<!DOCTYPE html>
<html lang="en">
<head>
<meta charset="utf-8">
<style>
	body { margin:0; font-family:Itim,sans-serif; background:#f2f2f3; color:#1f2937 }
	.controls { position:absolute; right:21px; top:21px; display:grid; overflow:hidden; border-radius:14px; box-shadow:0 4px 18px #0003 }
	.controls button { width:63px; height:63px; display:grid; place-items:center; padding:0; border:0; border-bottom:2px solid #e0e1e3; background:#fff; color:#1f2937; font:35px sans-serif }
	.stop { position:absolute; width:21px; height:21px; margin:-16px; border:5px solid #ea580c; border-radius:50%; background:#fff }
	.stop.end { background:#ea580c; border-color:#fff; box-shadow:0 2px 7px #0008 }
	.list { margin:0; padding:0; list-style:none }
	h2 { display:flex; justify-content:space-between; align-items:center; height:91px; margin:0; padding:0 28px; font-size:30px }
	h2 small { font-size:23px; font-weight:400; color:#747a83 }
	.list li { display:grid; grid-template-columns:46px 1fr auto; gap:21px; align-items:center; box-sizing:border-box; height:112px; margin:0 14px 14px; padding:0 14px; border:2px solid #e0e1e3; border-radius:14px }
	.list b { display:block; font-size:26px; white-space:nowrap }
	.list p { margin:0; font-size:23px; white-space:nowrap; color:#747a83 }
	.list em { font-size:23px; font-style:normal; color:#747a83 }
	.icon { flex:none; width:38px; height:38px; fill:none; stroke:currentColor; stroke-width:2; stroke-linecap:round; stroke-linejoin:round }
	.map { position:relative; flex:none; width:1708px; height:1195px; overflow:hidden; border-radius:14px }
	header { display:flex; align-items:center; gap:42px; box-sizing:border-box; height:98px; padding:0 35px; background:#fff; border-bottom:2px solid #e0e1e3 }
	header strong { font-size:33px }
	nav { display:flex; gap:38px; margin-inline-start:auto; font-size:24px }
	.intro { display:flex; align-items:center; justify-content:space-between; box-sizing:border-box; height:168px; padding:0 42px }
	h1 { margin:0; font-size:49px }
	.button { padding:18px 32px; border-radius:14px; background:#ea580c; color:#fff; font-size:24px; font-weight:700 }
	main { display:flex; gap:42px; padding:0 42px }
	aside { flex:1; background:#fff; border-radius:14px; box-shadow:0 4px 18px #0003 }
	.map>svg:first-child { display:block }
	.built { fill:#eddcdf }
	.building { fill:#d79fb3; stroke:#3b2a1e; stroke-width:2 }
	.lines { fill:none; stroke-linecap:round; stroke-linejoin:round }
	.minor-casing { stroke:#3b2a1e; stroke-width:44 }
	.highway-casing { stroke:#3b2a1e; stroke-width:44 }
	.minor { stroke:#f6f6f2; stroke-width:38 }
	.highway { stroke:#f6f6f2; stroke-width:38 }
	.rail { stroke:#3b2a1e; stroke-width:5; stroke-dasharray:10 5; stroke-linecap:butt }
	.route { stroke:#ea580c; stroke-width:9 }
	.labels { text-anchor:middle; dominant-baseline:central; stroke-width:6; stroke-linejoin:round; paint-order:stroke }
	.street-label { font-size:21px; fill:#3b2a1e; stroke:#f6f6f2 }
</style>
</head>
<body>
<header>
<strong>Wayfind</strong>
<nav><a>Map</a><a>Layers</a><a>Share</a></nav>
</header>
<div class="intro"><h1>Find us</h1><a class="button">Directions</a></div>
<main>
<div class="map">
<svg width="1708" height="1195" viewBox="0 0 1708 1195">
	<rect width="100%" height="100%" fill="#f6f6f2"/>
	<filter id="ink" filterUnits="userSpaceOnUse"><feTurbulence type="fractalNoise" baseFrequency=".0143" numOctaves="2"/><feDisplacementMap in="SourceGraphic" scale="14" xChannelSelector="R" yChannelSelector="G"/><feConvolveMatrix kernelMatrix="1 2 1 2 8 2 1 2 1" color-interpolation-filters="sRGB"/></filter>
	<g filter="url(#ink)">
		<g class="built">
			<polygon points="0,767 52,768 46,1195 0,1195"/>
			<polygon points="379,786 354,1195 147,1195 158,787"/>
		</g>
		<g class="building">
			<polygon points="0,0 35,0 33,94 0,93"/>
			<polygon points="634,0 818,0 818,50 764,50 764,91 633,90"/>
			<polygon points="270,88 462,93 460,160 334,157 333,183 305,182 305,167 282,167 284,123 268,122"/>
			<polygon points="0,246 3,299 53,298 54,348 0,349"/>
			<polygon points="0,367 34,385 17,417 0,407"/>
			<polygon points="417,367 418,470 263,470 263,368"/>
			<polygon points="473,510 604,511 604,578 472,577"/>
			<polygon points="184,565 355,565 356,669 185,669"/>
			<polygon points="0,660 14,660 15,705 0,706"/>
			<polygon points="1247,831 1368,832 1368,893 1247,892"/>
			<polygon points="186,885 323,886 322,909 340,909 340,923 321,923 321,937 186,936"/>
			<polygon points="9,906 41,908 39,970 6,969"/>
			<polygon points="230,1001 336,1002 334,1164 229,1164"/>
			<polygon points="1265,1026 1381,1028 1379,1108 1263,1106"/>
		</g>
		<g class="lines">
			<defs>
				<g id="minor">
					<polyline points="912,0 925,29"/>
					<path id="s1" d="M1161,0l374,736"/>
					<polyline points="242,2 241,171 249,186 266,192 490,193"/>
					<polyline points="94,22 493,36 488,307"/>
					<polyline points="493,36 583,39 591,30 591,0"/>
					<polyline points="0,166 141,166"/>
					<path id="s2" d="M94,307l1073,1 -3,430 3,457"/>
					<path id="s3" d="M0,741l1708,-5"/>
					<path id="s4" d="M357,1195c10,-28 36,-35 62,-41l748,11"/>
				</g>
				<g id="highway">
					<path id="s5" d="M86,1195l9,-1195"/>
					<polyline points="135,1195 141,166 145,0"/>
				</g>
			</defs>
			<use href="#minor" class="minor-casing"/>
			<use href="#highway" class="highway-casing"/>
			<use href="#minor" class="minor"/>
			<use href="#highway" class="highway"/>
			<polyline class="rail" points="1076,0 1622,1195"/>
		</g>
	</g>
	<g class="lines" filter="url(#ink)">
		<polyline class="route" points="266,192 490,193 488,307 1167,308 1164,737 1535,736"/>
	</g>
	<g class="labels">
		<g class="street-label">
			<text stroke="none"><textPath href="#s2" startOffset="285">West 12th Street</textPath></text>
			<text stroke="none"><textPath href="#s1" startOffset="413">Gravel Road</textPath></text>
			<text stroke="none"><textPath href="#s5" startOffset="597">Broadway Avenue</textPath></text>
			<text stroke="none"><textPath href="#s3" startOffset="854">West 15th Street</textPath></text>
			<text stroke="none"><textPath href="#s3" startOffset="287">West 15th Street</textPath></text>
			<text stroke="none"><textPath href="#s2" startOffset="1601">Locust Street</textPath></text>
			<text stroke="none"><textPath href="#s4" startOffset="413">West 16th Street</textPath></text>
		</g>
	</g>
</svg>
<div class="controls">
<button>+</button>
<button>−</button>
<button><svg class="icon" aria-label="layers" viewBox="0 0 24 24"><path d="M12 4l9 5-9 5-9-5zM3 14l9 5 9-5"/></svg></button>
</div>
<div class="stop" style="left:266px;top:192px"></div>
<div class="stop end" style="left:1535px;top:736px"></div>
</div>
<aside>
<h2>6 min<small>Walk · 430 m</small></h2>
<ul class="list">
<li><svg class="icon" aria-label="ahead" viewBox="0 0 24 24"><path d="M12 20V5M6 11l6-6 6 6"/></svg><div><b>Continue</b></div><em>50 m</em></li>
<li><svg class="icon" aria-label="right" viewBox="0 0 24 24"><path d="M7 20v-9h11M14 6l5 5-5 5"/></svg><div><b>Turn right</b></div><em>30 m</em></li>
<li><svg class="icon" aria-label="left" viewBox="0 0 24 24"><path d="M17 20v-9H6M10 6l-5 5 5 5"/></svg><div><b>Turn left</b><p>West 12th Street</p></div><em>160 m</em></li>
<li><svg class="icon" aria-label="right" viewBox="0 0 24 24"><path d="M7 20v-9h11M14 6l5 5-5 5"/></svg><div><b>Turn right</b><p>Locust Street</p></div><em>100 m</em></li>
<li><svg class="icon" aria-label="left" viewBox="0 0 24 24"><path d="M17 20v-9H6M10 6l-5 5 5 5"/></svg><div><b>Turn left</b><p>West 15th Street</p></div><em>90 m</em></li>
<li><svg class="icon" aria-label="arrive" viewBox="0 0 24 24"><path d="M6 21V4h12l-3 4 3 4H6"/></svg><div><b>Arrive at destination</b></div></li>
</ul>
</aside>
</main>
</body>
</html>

*Task description*. Among the entries above, identify all lines with "hidden" and copy them.

*Solution to the exercise*.
	.controls { position:absolute; right:21px; top:21px; display:grid; overflow:hidden; border-radius:14px; box-shadow:0 4px 18px #0003 }
	.map { position:relative; flex:none; width:1708px; height:1195px; overflow:hidden; border-radius:14px }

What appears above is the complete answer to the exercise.